## Landing Your First Rust Pull Request in TiKV

*Note: This post is out of date.*

This guide is intended to show how you can land your first Pull Request (PR) in Rust to contribute to TiKV in less than 30 minutes. But before we do that, here's some helpful background.

TiDB ("Ti" = Titanium) is an open-source distributed scalable Hybrid Transactional and Analytical Processing (HTAP) database, built by the company PingCAP (that's us!) and its active open-source community (that's you!). It's designed to provide infinite horizontal scalability, strong consistency, and high availability with MySQL compatibility. It serves as a one-stop data warehouse for both OLTP (Online Transactional Processing) and OLAP (Online Analytical Processing) workloads.

What powers this experience is TiKV, a distributed transactional key-value store (all built in Rust!), which is now deployed in more than 200 companies in production (see the constantly-updated list of adopters). One key reason why TiDB can process complex SQL queries so quickly is a Coprocessor API layer between TiDB and TiKV, which takes advantage of the distributed nature of a distributed database to "push down" partial queries in parallel, where partial results are generated and reassembled for the client. This is a key differentiator between TiDB and other distributed databases.

So far, TiDB can only push down some simple expressions to TiKV to be processed, e.g. fetching the value in a column and doing comparison or arithmetic operations on simple data structures. To get more juice out of distributed computing resources, we need to include more expressions to push down. The first type is MySQL built-in functions. How do we accomplish that in short order? That's where *you*--our intrepid systems hacker, Rust lover, and distributed system geek--come in!

So follow along this guide to contribute a built-in MySQL function to TiKV in Rust in 30 minutes. And when you do, you will receive some special gifts from us reserved just for our beloved contributors, as a small token of our gratitude. Let's get started!

## How the Coprocessor Works

Before diving into our step-by-step guide on how to contribute, it's worth understanding how TiDB's Coprocessor works at a high-level. After TiDB receives a SQL statement, it parses the statement into an abstract syntax tree (AST), then generates an optimal execution plan using its Cost-Based Optimizer. (Learn more details on how TiDB generates a query plan HERE.) The execution plan is split into multiple subtasks and the Coprocessor API pushes down these subtasks to different TiKV nodes to be processed in parallel.

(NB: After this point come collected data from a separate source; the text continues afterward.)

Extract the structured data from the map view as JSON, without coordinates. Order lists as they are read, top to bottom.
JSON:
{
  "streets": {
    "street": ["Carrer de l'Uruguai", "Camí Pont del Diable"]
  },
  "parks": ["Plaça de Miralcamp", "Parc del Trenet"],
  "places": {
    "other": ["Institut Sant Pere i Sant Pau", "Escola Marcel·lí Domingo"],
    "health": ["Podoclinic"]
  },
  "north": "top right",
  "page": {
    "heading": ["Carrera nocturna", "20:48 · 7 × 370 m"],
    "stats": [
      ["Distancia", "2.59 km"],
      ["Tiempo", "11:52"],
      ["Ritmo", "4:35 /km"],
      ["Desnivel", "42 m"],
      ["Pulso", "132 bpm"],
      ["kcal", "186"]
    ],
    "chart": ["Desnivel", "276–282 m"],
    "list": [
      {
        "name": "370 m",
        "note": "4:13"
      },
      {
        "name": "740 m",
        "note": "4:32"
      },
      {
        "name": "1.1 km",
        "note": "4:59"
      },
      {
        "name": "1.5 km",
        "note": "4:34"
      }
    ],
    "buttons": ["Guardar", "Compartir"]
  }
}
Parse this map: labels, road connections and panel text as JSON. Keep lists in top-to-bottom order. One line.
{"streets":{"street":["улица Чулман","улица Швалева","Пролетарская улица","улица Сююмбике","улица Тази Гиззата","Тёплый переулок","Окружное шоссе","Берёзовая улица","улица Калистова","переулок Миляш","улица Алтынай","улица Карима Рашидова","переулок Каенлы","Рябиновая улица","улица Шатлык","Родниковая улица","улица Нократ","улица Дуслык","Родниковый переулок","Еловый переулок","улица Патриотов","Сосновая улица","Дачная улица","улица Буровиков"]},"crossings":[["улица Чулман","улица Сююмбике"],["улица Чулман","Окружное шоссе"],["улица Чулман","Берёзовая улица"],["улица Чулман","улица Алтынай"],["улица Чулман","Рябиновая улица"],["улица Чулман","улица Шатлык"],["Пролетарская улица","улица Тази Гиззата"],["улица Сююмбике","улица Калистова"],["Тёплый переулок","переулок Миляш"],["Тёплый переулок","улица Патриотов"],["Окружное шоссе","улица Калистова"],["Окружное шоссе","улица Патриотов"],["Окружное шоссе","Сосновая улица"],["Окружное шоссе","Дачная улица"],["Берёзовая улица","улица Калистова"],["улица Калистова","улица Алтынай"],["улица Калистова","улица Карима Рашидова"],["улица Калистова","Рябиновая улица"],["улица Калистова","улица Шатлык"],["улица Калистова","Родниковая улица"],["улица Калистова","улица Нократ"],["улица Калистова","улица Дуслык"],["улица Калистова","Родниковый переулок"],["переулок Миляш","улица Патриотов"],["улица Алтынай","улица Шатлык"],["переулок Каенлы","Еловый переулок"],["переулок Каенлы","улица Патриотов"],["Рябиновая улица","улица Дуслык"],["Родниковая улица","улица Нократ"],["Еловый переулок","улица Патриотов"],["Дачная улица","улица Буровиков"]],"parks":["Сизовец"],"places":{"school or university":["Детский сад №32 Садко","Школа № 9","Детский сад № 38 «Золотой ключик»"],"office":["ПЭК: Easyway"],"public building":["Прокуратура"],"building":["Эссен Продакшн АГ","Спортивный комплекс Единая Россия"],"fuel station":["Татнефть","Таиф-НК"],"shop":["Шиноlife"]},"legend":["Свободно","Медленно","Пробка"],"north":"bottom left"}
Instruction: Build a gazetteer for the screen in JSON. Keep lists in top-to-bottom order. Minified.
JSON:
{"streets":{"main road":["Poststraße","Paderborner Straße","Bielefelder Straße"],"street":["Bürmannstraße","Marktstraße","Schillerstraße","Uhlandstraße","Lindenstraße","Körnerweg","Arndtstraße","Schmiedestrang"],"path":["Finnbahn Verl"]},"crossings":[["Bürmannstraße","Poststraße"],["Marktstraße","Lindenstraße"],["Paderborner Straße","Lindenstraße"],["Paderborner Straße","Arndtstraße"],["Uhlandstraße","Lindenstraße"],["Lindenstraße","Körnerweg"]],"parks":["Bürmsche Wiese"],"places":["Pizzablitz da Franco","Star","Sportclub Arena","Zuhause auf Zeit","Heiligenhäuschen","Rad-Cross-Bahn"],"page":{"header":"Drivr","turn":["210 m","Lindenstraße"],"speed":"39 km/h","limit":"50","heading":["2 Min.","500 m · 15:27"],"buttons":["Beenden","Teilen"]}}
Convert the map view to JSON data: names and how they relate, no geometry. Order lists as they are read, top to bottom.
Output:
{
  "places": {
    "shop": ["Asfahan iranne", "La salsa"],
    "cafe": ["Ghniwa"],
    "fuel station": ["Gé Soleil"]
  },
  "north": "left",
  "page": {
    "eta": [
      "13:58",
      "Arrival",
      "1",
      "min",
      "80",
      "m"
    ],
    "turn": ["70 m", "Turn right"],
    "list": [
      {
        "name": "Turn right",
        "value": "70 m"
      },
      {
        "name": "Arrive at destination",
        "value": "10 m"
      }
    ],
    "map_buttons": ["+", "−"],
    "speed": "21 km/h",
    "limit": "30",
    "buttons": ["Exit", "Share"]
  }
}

Here's an illustration on how a statement like `select count(*) from t where a + b > 5`

gets pushed down:

After TiKV receives these subtask expressions, the following steps are performed in a loop:

Obtain the complete data of the next row, parse and decode the data record based on the requested columns.

Use the predicate specified in the

`where`

clause to filter data.If the data passes the filter predicate, the aggregation result will be computed.

After different TiKV nodes compute and return results of their respective subtasks, they are returned to TiDB. TiDB then aggregates on all the results sent from TiKV and sends the final result to the client.

## How to add a MySQL built-in function to TiKV

Now that you have an overview of how Coprocessor in TiDB/TiKV works, here's how to contribute MySQL built-in functions to further strengthen TiKV's coprocessing power!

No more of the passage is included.